WORK INSTRUCTIONS: Give only the number of lines in these records that include "data".

RECORD SET:
::::::::::
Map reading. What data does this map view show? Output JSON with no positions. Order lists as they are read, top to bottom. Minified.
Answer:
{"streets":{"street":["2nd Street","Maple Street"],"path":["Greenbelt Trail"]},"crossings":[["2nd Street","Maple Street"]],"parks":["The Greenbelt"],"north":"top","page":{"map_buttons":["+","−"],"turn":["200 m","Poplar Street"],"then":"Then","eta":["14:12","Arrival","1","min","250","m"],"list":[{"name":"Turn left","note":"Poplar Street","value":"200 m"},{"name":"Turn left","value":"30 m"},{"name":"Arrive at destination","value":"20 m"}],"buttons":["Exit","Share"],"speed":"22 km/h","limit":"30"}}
::::::::::
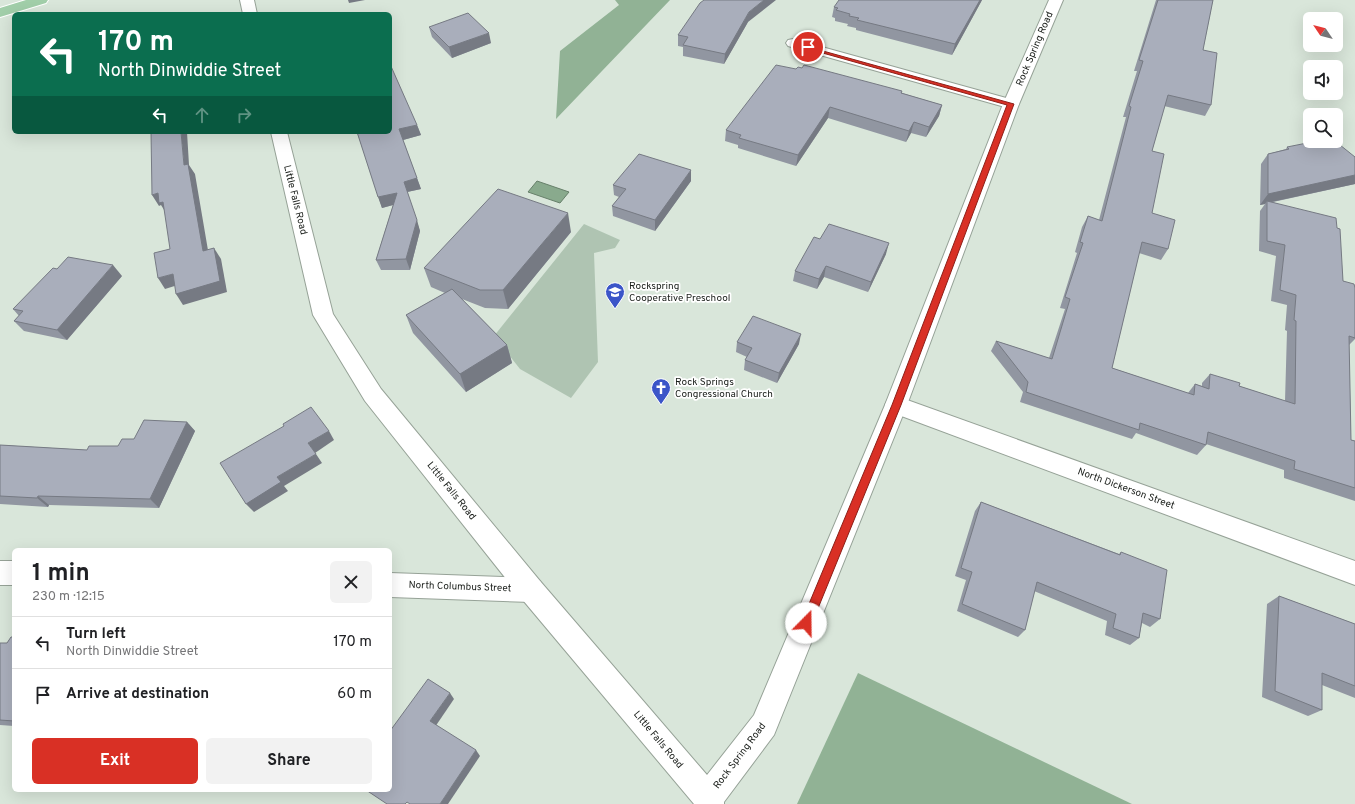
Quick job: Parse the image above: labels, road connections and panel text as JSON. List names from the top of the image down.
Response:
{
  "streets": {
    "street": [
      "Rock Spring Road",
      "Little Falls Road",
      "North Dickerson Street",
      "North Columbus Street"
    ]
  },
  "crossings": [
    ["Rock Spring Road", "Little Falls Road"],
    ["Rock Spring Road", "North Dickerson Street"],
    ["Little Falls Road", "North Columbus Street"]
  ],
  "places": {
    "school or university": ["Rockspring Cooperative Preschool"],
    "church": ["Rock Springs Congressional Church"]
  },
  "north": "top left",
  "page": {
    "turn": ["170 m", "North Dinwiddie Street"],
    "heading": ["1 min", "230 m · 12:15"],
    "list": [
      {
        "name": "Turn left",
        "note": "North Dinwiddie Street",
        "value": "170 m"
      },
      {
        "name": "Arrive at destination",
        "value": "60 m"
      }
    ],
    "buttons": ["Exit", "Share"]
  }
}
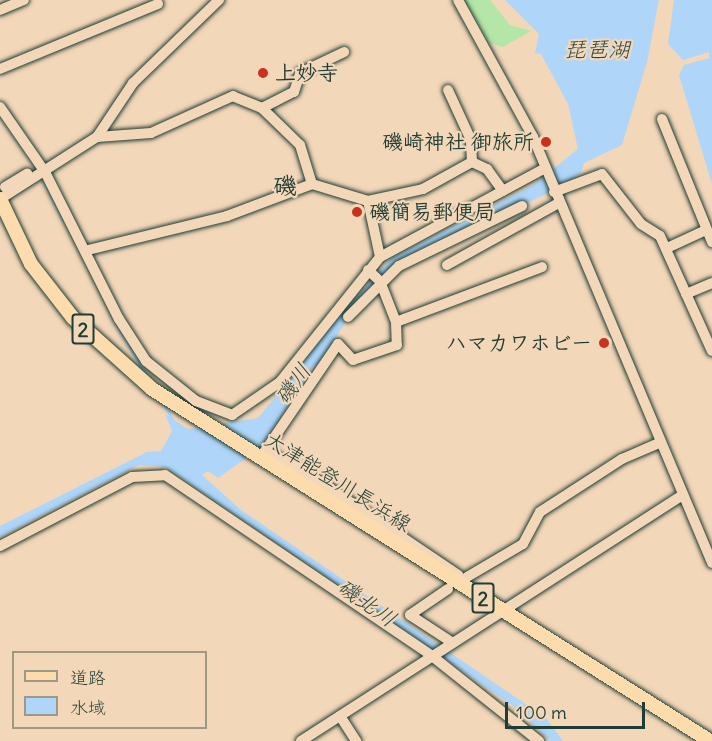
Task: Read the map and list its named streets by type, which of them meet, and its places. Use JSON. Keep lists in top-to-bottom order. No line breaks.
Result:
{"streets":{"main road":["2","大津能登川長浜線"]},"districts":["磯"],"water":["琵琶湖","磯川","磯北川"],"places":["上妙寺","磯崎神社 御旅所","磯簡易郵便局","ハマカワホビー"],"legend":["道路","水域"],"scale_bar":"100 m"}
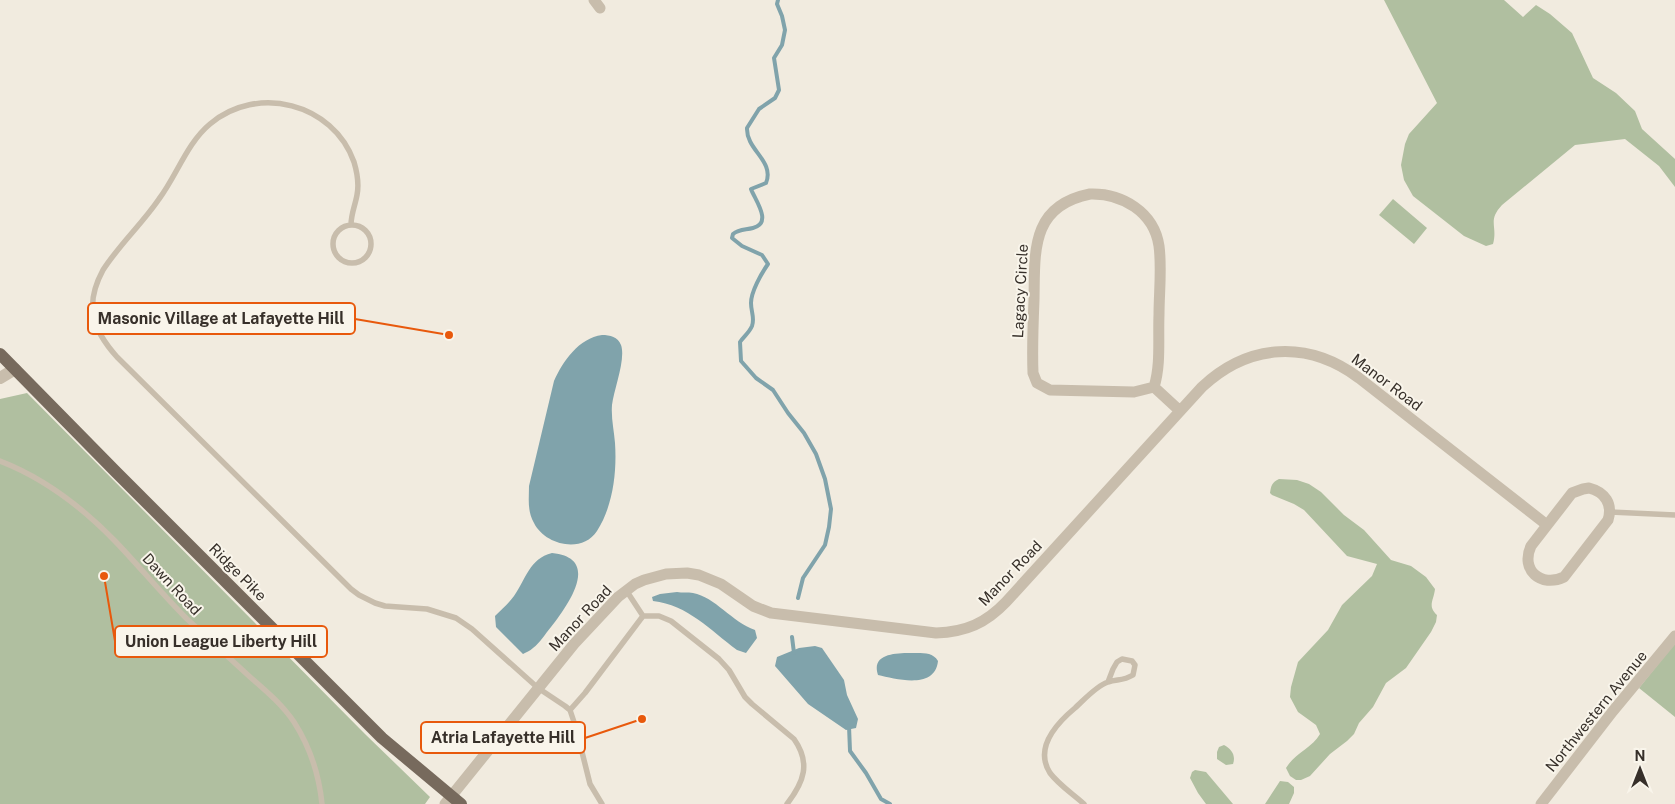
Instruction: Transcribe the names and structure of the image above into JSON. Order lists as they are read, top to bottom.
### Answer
::::::::::
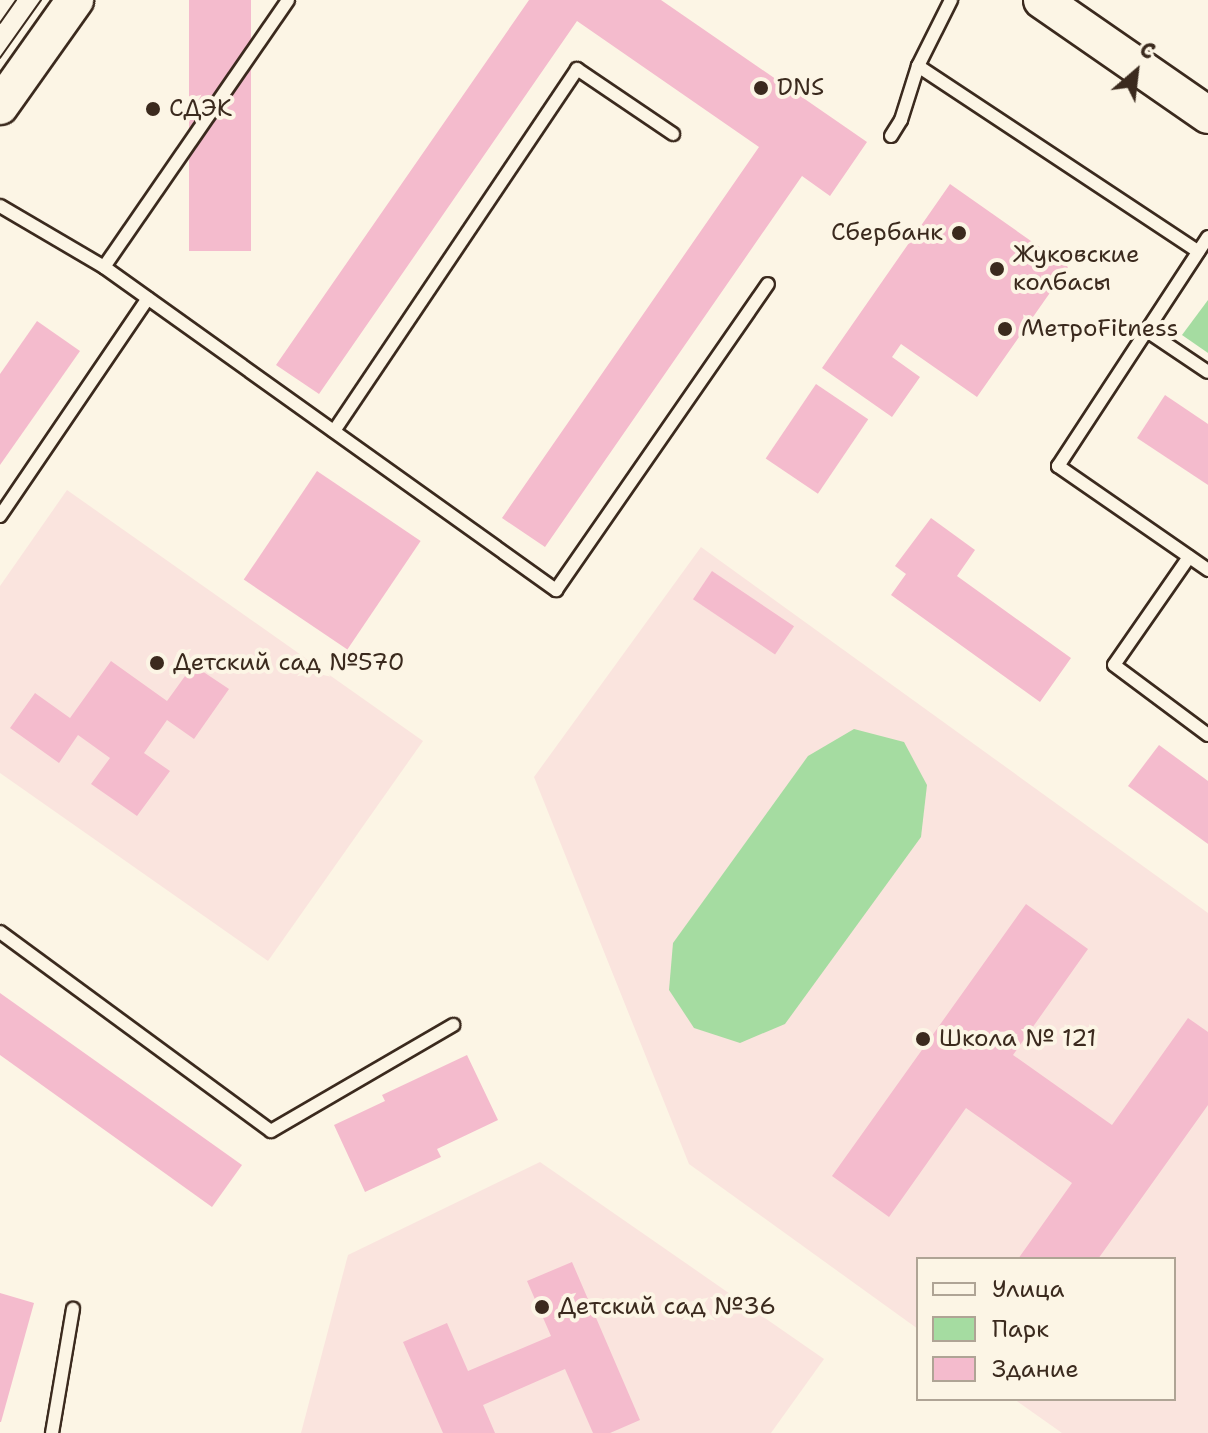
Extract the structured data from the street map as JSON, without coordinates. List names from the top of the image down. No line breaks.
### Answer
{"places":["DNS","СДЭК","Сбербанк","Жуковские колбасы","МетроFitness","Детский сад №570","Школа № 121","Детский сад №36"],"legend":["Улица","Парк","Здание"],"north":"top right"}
::::::::::
EXERCISE ANSWER: 2